[0] https://en.wikipedia.org/wiki/Certificate_Transparency#Manda...
With Let's Encrypt we made a lot of people's certificate management a "fire and forget" thing, which is exactly what we hoped to do, but if they completely forget about it, it may be that there will be lots of targets against whom nobody would notice certificate misissuance.
(I wasn't aware of your credentials when I made my previous comment so I assumed you didn't know about mandatory certificate transparency which is a mistake on my part, sorry! I'll make sure to check profile about sections before I assume again.)

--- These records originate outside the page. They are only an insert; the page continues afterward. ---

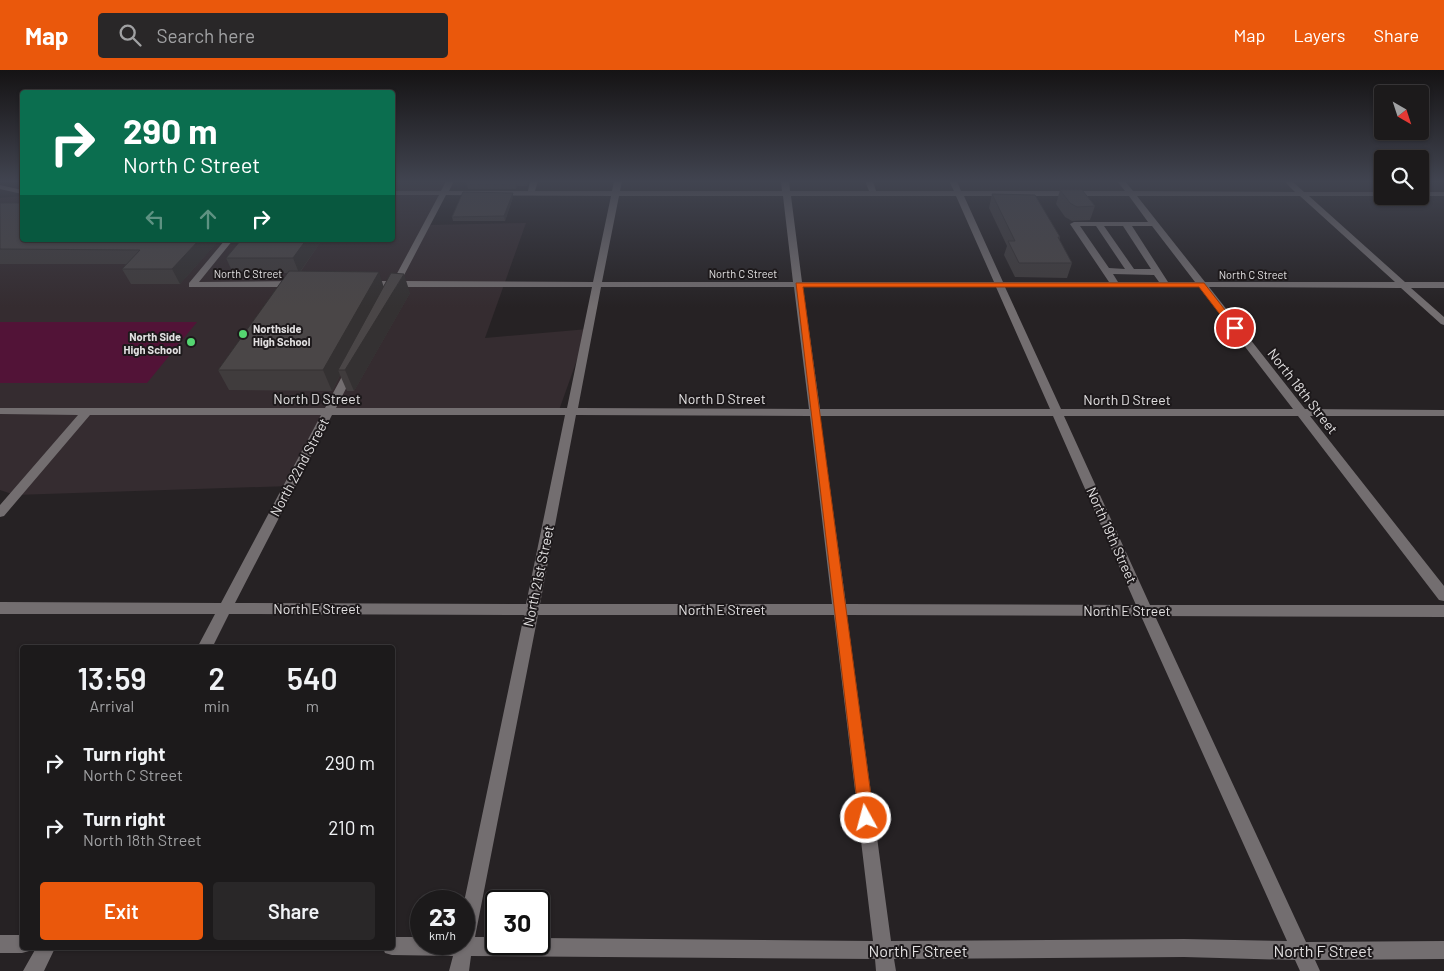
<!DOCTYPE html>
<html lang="en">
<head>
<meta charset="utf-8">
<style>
	body { margin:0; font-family:Barlow,sans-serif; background:#292728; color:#f1f3f6; height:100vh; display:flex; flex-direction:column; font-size:19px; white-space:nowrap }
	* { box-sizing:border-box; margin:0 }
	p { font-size:16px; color:#a0a1a3 }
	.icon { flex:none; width:28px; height:28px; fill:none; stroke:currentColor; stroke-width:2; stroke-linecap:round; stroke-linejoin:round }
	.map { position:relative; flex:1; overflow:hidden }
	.details { position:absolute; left:20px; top:575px; width:375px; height:305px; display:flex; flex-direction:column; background:#1c1a1b; border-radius:5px; box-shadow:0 1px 4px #0004,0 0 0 1px #3a383a }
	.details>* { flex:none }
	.guide { position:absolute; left:20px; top:20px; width:375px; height:152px; border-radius:5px; box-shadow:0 1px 4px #0004,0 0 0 1px #3a383a; background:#0b6e4f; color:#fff; overflow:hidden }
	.needle { width:32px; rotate:141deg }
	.fabs { position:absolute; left:1374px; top:15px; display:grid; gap:10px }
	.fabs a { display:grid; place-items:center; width:55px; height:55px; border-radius:5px; background:#1c1a1b; box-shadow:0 1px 4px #0004,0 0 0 1px #3a383a; font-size:25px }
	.speed { position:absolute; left:410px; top:820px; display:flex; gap:10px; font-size:25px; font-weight:700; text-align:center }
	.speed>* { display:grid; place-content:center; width:65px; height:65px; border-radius:50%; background:#1c1a1b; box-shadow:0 1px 4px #0004,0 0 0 1px #3a383a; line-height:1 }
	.speed small { font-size:12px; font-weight:400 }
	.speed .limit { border:2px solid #111; border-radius:8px; background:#fff; color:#111 }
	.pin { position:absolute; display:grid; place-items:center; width:42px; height:42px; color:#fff; margin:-21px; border:2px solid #fff; border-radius:50%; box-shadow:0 1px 5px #0007 }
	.me { position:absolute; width:55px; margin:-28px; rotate:353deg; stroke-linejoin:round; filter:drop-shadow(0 0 4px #0008) }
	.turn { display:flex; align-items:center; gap:18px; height:105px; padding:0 20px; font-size:22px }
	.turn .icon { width:65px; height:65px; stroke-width:2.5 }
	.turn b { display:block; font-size:35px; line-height:42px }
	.lanes { display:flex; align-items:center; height:48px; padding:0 20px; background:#0003; justify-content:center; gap:25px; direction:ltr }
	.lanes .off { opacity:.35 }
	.eta { display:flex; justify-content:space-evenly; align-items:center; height:85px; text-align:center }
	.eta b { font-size:30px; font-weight:600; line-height:35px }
	.primary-button { display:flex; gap:10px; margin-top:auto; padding:10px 20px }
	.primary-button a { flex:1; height:58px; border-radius:5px; background:#ea580c; color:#fff; font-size:20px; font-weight:600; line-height:58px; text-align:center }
	.primary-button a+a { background:#292728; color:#f1f3f6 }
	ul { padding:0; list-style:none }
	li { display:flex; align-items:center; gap:15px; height:65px; padding:0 20px }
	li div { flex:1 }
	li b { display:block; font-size:19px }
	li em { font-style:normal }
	header { display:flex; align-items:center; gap:30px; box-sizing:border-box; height:70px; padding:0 25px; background:#ea580c; color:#fff }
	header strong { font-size:24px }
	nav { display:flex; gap:28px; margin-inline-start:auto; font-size:18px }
	.search { width:350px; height:45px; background:#292728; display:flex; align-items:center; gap:12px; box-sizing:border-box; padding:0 18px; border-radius:5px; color:#a0a1a3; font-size:19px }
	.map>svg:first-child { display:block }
	.built { fill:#352c30 }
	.green { fill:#521337 }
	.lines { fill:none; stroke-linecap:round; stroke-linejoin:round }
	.minor { fill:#736e70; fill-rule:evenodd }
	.wall { fill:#403c3d }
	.shaded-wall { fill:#343132 }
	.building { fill:#4a4647; stroke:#343132 }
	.route { fill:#ea580c; stroke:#983908 }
	.poi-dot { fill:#55d671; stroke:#1d191b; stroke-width:2 }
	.labels { text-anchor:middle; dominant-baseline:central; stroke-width:4; stroke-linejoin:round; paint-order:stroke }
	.far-street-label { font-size:11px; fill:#e2e0e1; stroke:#1d191b }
	.far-poi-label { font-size:11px; font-weight:bold; fill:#e2e0e1; stroke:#1d191b; text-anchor:start }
	.street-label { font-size:14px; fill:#e2e0e1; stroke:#1d191b }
	.near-street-label { font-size:16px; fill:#e2e0e1; stroke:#1d191b }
</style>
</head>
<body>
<header>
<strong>Map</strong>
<div class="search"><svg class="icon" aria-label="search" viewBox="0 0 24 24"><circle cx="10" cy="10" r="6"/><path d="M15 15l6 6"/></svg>Search here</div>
<nav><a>Map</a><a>Layers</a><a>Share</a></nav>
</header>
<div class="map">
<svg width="1444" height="901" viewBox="0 0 1444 901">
	<rect width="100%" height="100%" fill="#262224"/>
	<path class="built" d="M393 111H449L427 155 526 153 485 268 588 259 558 343 328 342 290 416 15 425 0 420V128L22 126V170H392Z"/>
	<path class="green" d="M0 252H197L147 313H0Z"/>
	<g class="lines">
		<path class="minor" d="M446 111H454L449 121H528L530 111H538L535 121H612L614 111H622L620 121H782L781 111H789L790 121H869L865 111H873L876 121H954L949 111H957L961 121H1125L1117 111H1125L1133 121 1295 122 1284 111H1292L1304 122H1382V126H1309L1405 212H1444V218H1411L1444 247V255L1441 254 1401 218 1209 217 1305 339 1444 340V346H1310L1444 516V531L1439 530 1298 346H1064L1150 535H1444V547L1155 546 1306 872 1444 871V889L1315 890 1320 901H1300L1295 890 1184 887 894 889 896 901H876L875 889 471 886 469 901H449L453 886 392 885 385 883 383 878H392V867H421V874H464V832L524 545 229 544 212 578H197L215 544H0V532L221 533 321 345H90L4 446 0 447V435L78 345 0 344V338H325L346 299 351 296 356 299 336 338H567L592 217H399L394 220C385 216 370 220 362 214L367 211H393L439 125H392V121H441ZM446 125 611 126 593 212 401 211ZM619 126H783L793 212H602ZM791 126H956L994 212H802ZM964 126H1129L1148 152H1074L1070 154 1109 212H1003ZM1137 126H1300L1395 212H1205ZM1080 156H1096L1125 199 1109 198ZM1104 156H1123L1151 199H1134ZM1132 156H1152L1195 212H1168ZM1113 204 1154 205 1159 212H1118ZM601 217H794L809 339 578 338ZM803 217H996L1050 339H820ZM1005 217H1199L1293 339H1061ZM332 345H565L526 534 235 533ZM576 345 810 346 832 534H540ZM820 346H1053L1136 535 846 534ZM538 545H834L873 871 539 868V874H496V867H475ZM847 545 1141 546 1287 871 1184 869 891 871Z
			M0 115 22 120V124L0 119Z
			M1420 122H1444V126H1420Z
			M225 170H233L199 212 297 211 302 214 297 217H189V213Z
			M0 865H22V878H30L29 881 22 883H0Z
			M36 878H55L44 901H23Z"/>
	</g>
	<path class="wall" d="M466 111H529L527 116H517L516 119H468Z
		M1144 111H1173V112H1145Z
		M1060 120 1095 136 1090 150 1072 151 1065 147 1056 134Z
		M992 124 1060 167 1059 171 1072 193 1067 208 1015 207 1004 185 1007 176 989 138Z
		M513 127 505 151H453L452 147Z
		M0 133 22 170H219L180 214H131L122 199 126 194H0Z
		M241 170H322L301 201 384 217 410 223 354 321H347L340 305 332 321 229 320 218 300 288 203H233L226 188Z"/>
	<path class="shaded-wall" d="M515 111H517V116L516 119Z
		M513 123V127L505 151 504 146Z
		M199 170H219L180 214 172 199Z
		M306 170H322L299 203 293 188Z
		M379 202 385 221 338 300 340 305 332 321 323 300Z
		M404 204 410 223 354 321 345 300Z"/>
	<path class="building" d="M1060 120H1082L1095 136 1077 137 1070 133Z
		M463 122 513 123 504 146 452 147Z
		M992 124 1035 125 1060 167H1058L1072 193H1019L1008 171H1015Z
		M0 133H22V170H199L172 199H122L140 180 0 179Z
		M241 170H306L293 188H226Z
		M289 201 379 202 323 300H218Z
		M391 203 404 204 345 300H338Z"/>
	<linearGradient id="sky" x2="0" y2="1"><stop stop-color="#151314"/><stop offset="0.47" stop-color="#414450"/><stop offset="1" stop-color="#414450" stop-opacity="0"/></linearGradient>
	<rect width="1444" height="237" fill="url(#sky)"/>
	<path class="route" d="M796 213H1204L1239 258 1235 261 1232 260 1199 217H803L874 748 872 753 866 755 861 753 859 748Z"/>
	<g class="poi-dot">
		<circle cx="243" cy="264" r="5"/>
		<circle cx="191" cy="272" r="5"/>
	</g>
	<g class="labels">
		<g class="far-street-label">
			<text x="248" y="203">North C Street</text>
			<text x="743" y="203">North C Street</text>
			<text x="1253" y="204">North C Street</text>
		</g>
		<g class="far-poi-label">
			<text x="253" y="258">Northside<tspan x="253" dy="13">High School</tspan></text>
			<text x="181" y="266" text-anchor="end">North Side<tspan x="181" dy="13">High School</tspan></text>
		</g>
		<g class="street-label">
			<text transform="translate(1303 321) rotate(52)">North 18th Street</text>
			<text x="317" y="328">North D Street</text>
			<text x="722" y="328">North D Street</text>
			<text x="1127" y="329">North D Street</text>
			<text transform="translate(299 397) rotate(-62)">North 22nd Street</text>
			<text transform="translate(1112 465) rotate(66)">North 19th Street</text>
			<text transform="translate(538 506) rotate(-78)">North 21st Street</text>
			<text x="317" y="538">North E Street</text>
			<text x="722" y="539">North E Street</text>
			<text x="1127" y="540">North E Street</text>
		</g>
		<g class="near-street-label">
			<text x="918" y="880">North F Street</text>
			<text x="1323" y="880">North F Street</text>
		</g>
	</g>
</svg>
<div class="fabs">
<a><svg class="needle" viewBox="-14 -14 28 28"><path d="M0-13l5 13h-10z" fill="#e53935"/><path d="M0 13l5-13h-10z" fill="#a0a1a3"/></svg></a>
<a><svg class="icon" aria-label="search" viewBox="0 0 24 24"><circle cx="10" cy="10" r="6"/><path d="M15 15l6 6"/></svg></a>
</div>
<div class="speed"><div>23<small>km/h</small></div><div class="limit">30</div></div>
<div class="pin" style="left:1235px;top:258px;background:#d93025"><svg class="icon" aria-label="arrive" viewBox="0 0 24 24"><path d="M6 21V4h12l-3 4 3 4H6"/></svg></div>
<svg class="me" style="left:866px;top:748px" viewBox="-20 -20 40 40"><circle r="17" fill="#ea580c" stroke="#fff" stroke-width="3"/><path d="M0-11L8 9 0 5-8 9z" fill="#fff"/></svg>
<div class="guide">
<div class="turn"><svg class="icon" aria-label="right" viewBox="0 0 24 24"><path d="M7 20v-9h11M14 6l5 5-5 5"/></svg><div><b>290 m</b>North C Street</div></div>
<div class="lanes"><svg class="icon off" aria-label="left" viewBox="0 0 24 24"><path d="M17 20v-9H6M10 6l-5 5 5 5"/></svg><svg class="icon off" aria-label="ahead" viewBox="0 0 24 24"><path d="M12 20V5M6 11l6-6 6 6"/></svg><svg class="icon" aria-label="right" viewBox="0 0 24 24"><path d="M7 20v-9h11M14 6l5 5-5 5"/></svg></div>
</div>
<section class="details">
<div class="eta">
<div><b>13:59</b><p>Arrival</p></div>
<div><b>2</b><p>min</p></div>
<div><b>540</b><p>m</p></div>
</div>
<ul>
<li><svg class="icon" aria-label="right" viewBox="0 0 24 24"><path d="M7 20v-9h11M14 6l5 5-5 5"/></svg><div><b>Turn right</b><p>North C Street</p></div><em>290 m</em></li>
<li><svg class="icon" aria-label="right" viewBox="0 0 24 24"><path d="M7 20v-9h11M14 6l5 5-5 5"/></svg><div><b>Turn right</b><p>North 18th Street</p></div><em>210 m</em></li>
</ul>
<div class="primary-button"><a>Exit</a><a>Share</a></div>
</section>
</div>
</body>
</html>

Another example: Yandex Browser ONLY trust Russian NUC certs if they are in public CT logs,not otherwise (https://habr.com/ru/companies/yandex/articles/667300/ - text is in Russian) (as far as I understood, NOT trusting this CA al all is not option for them or their users, and if user is using chrome/firefox and needs access to sites which use this CA - CA will be just be installed manually so Yandex's solution is more secure, thanks to CTs).
Intel people really don't want to get caught (and whatever CA they use really does not want to get caught), CT turns the attack into a gamble. Even if nobody is checking most sites, CT still creates a deterence factor. Not perfect, but a lot better than the previous status quo.
It's also why I'm personally against SMIME and think it's a bad idea.